Revista Cultural Digital
ISSN: 1885-4524
Número
75 – Verano 2024
Asociación Cultural Ars Creatio – Torrevieja

Mi padre
tenía los ojos azules
Del libro inédito Las mil y una noches de insomnio
Ahora, que
tengo setenta y siete años, emerge, del fondo a la superficie de la conciencia,
algún que otro luminoso destello de las cosas que me sucedieron en la niñez,
esa entrañable etapa de la vida, como por ejemplo el recuerdo de aquel anochecer
en el que por primera vez pude deletrear en voz alta los titulares de la
primera página de uno de los periódicos que mi padre había traído de la
capital. Ni tan siquiera era capaz de comprender lo que aquellas palabras tan
grandes y negras podían significar. Era el mes de septiembre y por el balcón
que se abría a la plazoleta se filtraba a través de la persiana el rumor de la
fuente mezclado con el susurro de las hojas movidas por el viento del viejo
moral. Todavía, si cierro los ojos, me puedo ver a mí mismo, niño, en el salón
de casa, rodeado por mis hermanos mayores, con el periódico abierto sobre la
enorme mesa del comedor, señalando con el dedo índice muy apretado cada una de
las letras al tiempo que cerraba con fuerza el ojo derecho por culpa del
estrabismo que padecía. Mientras, mi madre, en silencio, nos servía la cena.

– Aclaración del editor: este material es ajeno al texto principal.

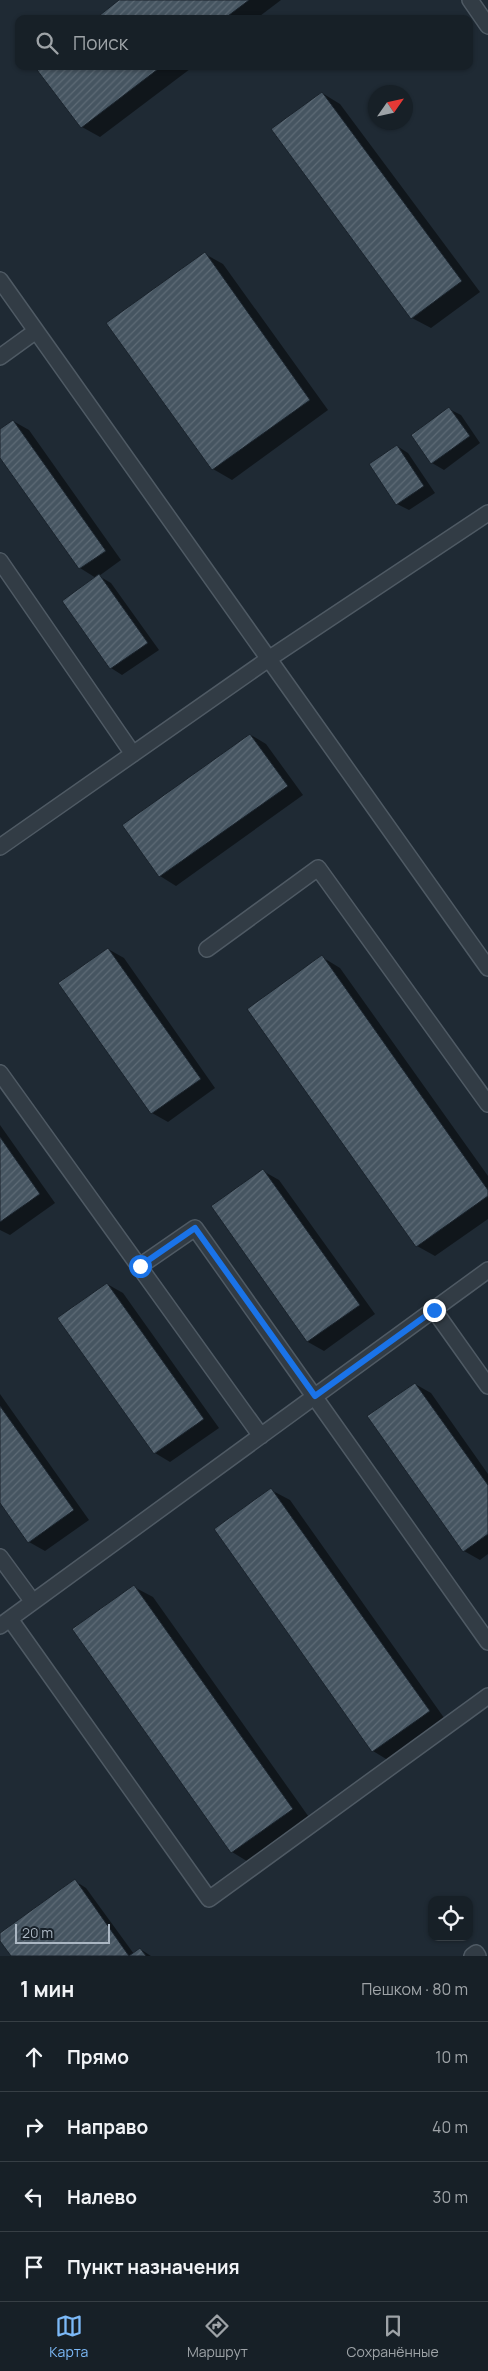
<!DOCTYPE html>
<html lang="ru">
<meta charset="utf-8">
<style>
:root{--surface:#172027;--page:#20282f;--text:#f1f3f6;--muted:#9ea3a7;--line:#363e44;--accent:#7cb9f7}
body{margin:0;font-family:Manrope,sans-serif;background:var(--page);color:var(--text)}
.controls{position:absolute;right:15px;bottom:15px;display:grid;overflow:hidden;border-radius:10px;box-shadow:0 1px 4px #0004}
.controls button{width:45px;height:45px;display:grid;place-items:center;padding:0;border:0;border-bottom:1px solid var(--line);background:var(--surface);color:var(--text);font:25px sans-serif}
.compass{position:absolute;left:368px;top:85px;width:45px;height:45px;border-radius:50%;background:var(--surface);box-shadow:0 1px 4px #0004;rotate:56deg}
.scale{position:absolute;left:15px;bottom:12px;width:95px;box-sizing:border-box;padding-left:5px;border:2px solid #abb7c3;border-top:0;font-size:14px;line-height:18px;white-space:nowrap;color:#abb7c3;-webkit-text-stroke:4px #182129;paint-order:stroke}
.stop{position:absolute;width:15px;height:15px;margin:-11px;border:4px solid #1a73e8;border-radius:50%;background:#fff}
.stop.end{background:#1a73e8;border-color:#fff;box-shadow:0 1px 5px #0008}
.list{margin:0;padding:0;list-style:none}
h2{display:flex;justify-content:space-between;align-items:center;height:65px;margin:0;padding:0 20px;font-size:21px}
h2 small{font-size:16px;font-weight:400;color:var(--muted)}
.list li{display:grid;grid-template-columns:32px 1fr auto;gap:15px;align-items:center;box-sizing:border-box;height:70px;padding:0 20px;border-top:1px solid var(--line)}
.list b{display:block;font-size:19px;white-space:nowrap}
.list em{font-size:16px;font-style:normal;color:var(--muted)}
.icon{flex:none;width:28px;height:28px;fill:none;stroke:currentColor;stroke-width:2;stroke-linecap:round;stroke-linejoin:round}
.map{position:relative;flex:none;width:488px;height:1956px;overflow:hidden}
.search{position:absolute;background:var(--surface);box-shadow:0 1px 4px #0004;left:15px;right:15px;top:15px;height:55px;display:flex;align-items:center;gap:12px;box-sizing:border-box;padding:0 18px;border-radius:10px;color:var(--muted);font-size:19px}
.sheet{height:345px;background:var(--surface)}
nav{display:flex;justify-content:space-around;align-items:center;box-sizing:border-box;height:70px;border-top:1px solid var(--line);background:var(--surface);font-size:14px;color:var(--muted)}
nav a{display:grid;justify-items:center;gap:2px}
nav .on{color:var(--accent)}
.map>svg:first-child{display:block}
.shadow{fill:#0007}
.building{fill:url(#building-hatch);stroke:#1a232c}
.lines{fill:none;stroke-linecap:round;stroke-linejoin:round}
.lane-casing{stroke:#4f5a64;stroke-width:18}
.lane{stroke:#323c45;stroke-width:15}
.route{stroke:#1a73e8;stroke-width:6}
</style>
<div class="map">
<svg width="488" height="1956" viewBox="0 0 488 1956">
<defs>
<pattern id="building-hatch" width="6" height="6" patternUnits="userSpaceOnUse" patternTransform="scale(1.25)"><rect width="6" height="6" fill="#465561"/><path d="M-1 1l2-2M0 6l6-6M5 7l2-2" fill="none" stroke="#5e6b76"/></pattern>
</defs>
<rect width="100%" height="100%" fill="#1f2a34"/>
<path class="shadow" d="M121,0H281L256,19H97Z
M36,66H194L100,137L82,127Z
M322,93L340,104L480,292L431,328L412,318Z
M205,254L223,264L328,410L232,480L213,469L108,323Z
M449,409L461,415L480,443L444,470L432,463Z
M13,421L29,430L121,560L99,576L111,583L159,650L122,675L111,668L96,578L80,568L0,455V431Z
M397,446L408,453L435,493L409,510L397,504Z
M251,735L266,744L303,795L176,886L160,876L124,825Z
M108,949L124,958L215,1088L168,1122L152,1113Z
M322,957L340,968L488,1176V1219L435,1256L417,1246Z
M0,1125L55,1203L10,1235L0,1230Z
M263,1171L279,1180L375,1314L324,1351L308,1342L213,1207Z
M107,1284L123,1293L219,1428L170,1462L155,1453Z
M415,1384L431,1393L488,1474V1554L480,1560L464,1551Z
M0,1394L89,1520L45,1551L29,1542L0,1501Z
M271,1490L290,1500L447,1722L391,1762L373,1751Z
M134,1587L153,1597L311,1820L250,1863L232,1852L74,1630Z
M75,1881L86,1888L134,1954L140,1949L151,1956H12L0,1939V1934Z"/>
<path class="building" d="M119,0H249L224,19H95Z
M34,66H162L81,128Z
M322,92L462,281L411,319L271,129Z
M205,252L310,400L212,470L106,323Z
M449,407L470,436L431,464L411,435Z
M13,420L106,551L79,569L0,458V429Z
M397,445L424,486L396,505L369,464Z
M99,574L148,643L110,669L62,601Z
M250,734L288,786L159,877L122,825Z
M108,948L201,1079L151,1114L58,983Z
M322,955L488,1190V1196L416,1247L247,1009Z
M0,1137L40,1194L0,1222Z
M263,1169L360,1305L307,1342L211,1206Z
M107,1283L204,1419L154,1454L57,1318Z
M415,1383L488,1485V1534L463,1552L367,1416Z
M0,1406L74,1510L28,1543L0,1503Z
M271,1488L430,1711L372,1752L214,1529Z
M134,1585L293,1809L231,1853L72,1629Z
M75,1879L129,1956L140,1948L146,1956H11L0,1941V1933Z"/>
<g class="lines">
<defs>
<path id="lane" d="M470,0L488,26
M0,280L488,968
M0,357L36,331
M0,561L133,754
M0,847L270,658L488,513
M207,949L318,868L488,1104
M0,1073L261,1436
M140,1266L195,1228L488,1642
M434,1310L488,1386
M0,1557L33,1602
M10,1619L209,1899L488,1696
M0,1626L488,1270
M472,1956L476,1953L478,1956"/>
</defs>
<use href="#lane" class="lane-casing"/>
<use href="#lane" class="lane"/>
</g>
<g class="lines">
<path class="route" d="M140,1266L195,1228L315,1396L434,1310"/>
</g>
</svg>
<div class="controls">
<button><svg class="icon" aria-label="locate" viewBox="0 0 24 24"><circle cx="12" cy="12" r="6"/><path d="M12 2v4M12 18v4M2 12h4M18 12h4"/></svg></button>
</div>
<svg class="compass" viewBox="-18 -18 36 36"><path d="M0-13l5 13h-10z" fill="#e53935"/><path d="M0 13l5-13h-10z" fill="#9ea3a7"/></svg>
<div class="scale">20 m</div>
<div class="stop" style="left:140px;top:1266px"></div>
<div class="stop end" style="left:434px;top:1310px"></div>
<div class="search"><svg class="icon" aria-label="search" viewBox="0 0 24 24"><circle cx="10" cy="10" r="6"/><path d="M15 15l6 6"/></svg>Поиск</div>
</div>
<section class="sheet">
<h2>1 мин<small>Пешком · 80 m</small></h2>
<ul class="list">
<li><svg class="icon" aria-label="ahead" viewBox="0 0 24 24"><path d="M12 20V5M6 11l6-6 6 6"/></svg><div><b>Прямо</b></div><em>10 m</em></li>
<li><svg class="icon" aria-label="right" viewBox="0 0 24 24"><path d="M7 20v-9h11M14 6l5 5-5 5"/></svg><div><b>Направо</b></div><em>40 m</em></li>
<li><svg class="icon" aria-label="left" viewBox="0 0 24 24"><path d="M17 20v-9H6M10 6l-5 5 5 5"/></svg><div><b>Налево</b></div><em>30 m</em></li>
<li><svg class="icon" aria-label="arrive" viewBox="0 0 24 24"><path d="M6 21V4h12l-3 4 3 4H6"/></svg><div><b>Пункт назначения</b></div></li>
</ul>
</section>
<nav>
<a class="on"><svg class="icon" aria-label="map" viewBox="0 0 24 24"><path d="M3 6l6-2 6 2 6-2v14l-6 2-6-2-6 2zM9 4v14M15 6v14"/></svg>Карта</a>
<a><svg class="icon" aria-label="directions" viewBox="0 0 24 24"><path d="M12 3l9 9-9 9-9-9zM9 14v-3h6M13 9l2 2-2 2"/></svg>Маршрут</a>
<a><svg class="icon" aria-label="saved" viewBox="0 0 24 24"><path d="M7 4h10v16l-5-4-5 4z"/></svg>Сохранённые</a>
</nav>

Aunque serio a más no poder, a mi padre, que tenía los ojos muy azules, en
aquel momento le chispeaba sonriente y sin quererlo la mirada. Era la forma que
tenía de sacar hacia fuera sus más hondos sentimientos, los que no podía
ocultar a los demás por más empeño que pusiera en ello.
Ese verano,
en el mes de agosto, había cumplido cuatro años. A mi padre, que yo supiera
leer siendo tan pequeño le hizo gracia, pero no estoy seguro. No dijo nada.
Casi nunca hablaba en casa. Debió de pensar que por lo menos yo iba a poder
valer para algo más que él en la vida. Él, antes de cumplir los trece años, había
decidido abandonar el trabajo en las viñas al lado de mi abuelo para trabajar
de camarero y más tarde proyectar películas en el cine de su pueblo.
Ese año, en
el que fui capaz de leer a duras penas los titulares de aquel periódico, nada
más comenzar el curso escolar, una mañana de octubre me «escapé» sin contar con
nadie a la escuela. En un pueblo como aquél, eso era algo que no tenía ningún
mérito, no corrías ningún peligro. Me sentía muy solo en casa después de que
todos mis hermanos mayores se hubieran ido. Las escuelas estaban a la vuelta de
la esquina y apenas si circulaban automóviles por las calles. La maestra, doña
Emilia, me cogió de la mano y me preguntó cómo me llamaba. Se lo dije y ya no
hubo más que hablar. Al poco rato allí estaba mi madre después de buscarme por
toda la casa y haber preguntado no sin angustia a las vecinas del barrio si me
habían visto.
En mi
pueblo, a los niños de aquel entonces tan duro de la posguerra, los mayores, si
nos portábamos mal, nos metían el miedo en el cuerpo con los maquis. Decían que
podían bajar del monte para llevarnos con ellos a la rastra. Mi madre nunca nos
metía miedo con esas historias, quizás porque a ella le habían matado a su
hermano defendiendo la República en el frente oeste de Madrid. Mi tío era
socialista. En el pueblo, los montes de la sierra se recortaban verdes de pinos
al final de cada calle y las tardes de invierno eran frías, lluviosas y
oscuras.
Han pasado más de setenta años. Vivo en esta ciudad dormitorio cercana a la capital. Este invierno es como los de antes, como los de cuando era un niño allá en El Tiemblo. ¡Queda tan lejos aquel anochecer en el que por primera vez fui capaz de leer unas pocas palabras en las páginas de un periódico ante la mirada de mi padre! Lo recuerdo todo como si no hubiera pasado el tiempo.